Sunday, December 18, 2011

Converting Email (EML) Files to PDF - Another (Partial) Try

Once before, I had converted individual email messages in EML format (from Thunderbird) to PDF format.  That had been a long and complicated process that I'd had to revisit a few weeks later.  It was now time to export some more emails from T-bird.  I decided to look for a simpler approach.

In the first stage of this inquiry, I was working with some EML files that had already been exported.  So this post starts halfway through the process.  The ordinary starting point, exporting emails from T-bird, appears later in this post.

Conversion Approaches

A thread gave me some ideas to play with.  It seemed that an EML, renamed to an HTM, could be opened in Internet browsers (e.g., Firefox) and also in editors (e.g.,  Microsoft Word, Wordpad).  Unfortunately, an email's header, containing the most recent sender, recipient, date, and subject information, was not inclined to print properly.  Some of the programs reviewed in the previous post would print the header with funky colors and other formatting stuff I didn't want.  Some would also produce tiny print.

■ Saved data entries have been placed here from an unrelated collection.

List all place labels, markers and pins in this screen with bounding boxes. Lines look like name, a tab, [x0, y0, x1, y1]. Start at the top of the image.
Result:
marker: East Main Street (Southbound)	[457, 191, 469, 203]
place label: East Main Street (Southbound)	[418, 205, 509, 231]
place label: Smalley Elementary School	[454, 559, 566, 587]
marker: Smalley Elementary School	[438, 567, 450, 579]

I was able to produce better-looking output by changing the EML to an HTM extension and opening it in Notepad.  At the end of each line in the header, and twice more after the header, I inserted <br /> and then saved it.  Now it would open in Firefox with a halfway decent appearance.  There were also some lines in the header that I wanted to remove, technical lines other than the customary To, From, Date, and Subject lines.

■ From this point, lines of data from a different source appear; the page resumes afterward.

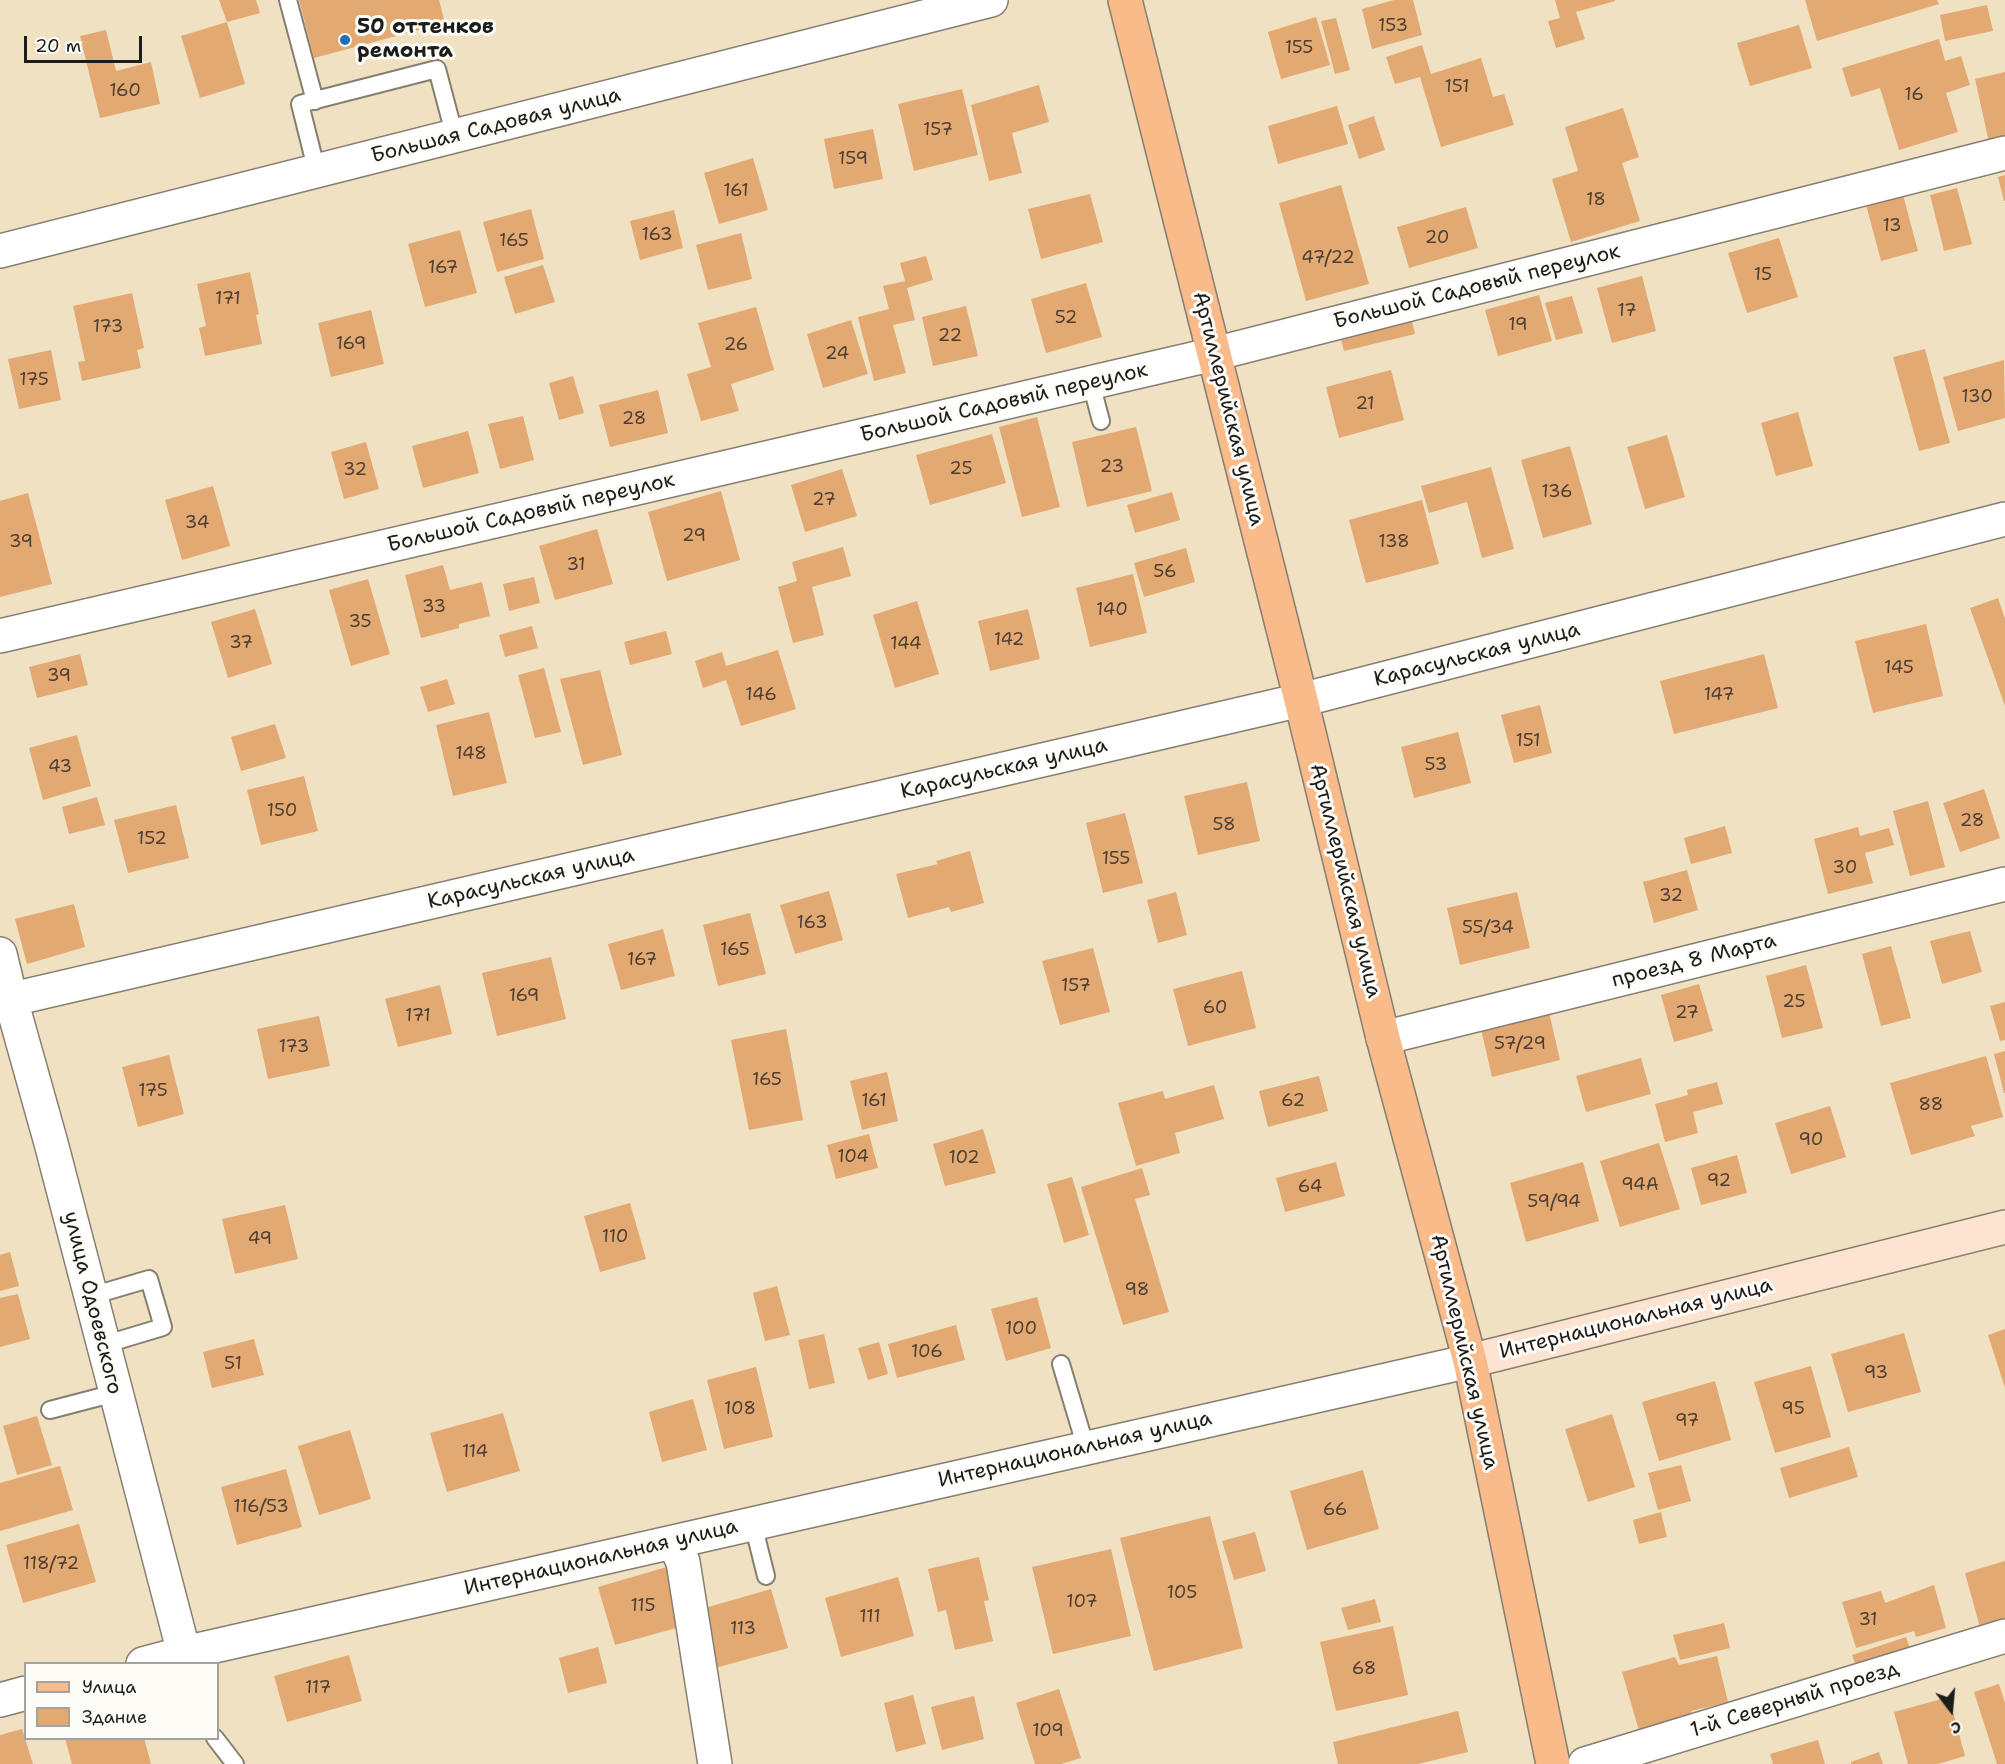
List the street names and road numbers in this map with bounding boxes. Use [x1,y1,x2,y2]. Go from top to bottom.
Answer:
street label: Большая Садовая улица [369,83,623,169]
street label: Большой Садовый переулок [1331,239,1623,335]
street label: Артиллерийская улица [1187,289,1269,529]
street label: Большой Садовый переулок [858,358,1150,448]
street label: Большой Садовый переулок [385,468,677,558]
street label: Карасульская улица [1371,617,1583,693]
street label: Карасульская улица [898,733,1110,805]
street label: Артиллерийская улица [1304,761,1386,1001]
street label: Карасульская улица [425,843,637,915]
street label: проезд 8 Марта [1609,928,1779,994]
street label: улица Одоевского [57,1209,127,1397]
street label: Артиллерийская улица [1425,1232,1503,1472]
street label: Интернациональная улица [1497,1273,1775,1365]
street label: Интернациональная улица [936,1406,1214,1494]
street label: Интернациональная улица [462,1514,740,1602]
street label: 1-й Северный проезд [1688,1656,1902,1744]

The question was how to automate these changes.  I saw that Notepad++ would do changes for all opened files, but I didn't want to have to open large numbers of emails.  I found indications that a one-line Perl command and also an editor called TexFinderX would change all occurrences of certain text within multiple documents, but I didn't want to change all occurrences.  I wanted to change the first occurrence of "From:" to be "<br />From:" and likewise with Date and Subject, and I wanted to make other changes as well.

A search led to another Perl command that would apparently perform at least some of these tasks.  It was tempting to try to pick up enough Perl fluency to make that command work.  I decided, though, that it would be better to start by learning Perl more thoroughly (someday), so as to have a clearer understanding of what this command might or might not be doing inside some large number of files.  The search led, similarly, to various SED and AWK commands, with the same reservations on my end.

For some reason, it felt safer to use a utility programmed to achieve the same thing as those command-line approaches, even though I would still not be able to see what was being changed.  Maybe it was just reassuring to think that someone with programming knowledge was trying to solve the problem.  It helped to find a Gizmo recommendation for ReplaceText (formerly BK ReplaceEm).  My faith was shaken, however, when I saw that the Gizmo recommendation, dated October 17, 2011, was pointing to a webpage that said ReplaceText was no longer supported and "has known problems with some Windows 7 installations."  Not the end of the world, but also not ideal.  Gizmo's second recommendation was A.F.9, which appeared to have been last updated in 2002.  It seemed I might have to come up with some other approach.

Dealing with Headers

Another problem I was dealing with was that not all emails had the same kind of header.  Some had at least a dozen lines, with references to things like "X-Message-Delivery," where others had a smaller set of header lines.  It appeared that a fully automated approach could easily make a mess.  I noticed, for instance, that the Birdie conversion program would just run multiple lines together, in files with some kinds of headers.

Having spent a lot of time undoing messes caused by the previous EML conversion process, I decided to take a slower and more cautious approach, at least for starters.  I began with FIND commands, on the Windows command line, designed to distinguish EML files with different kinds of headers.  These FIND commands ran into Access Denied errors, resolved in a separate post.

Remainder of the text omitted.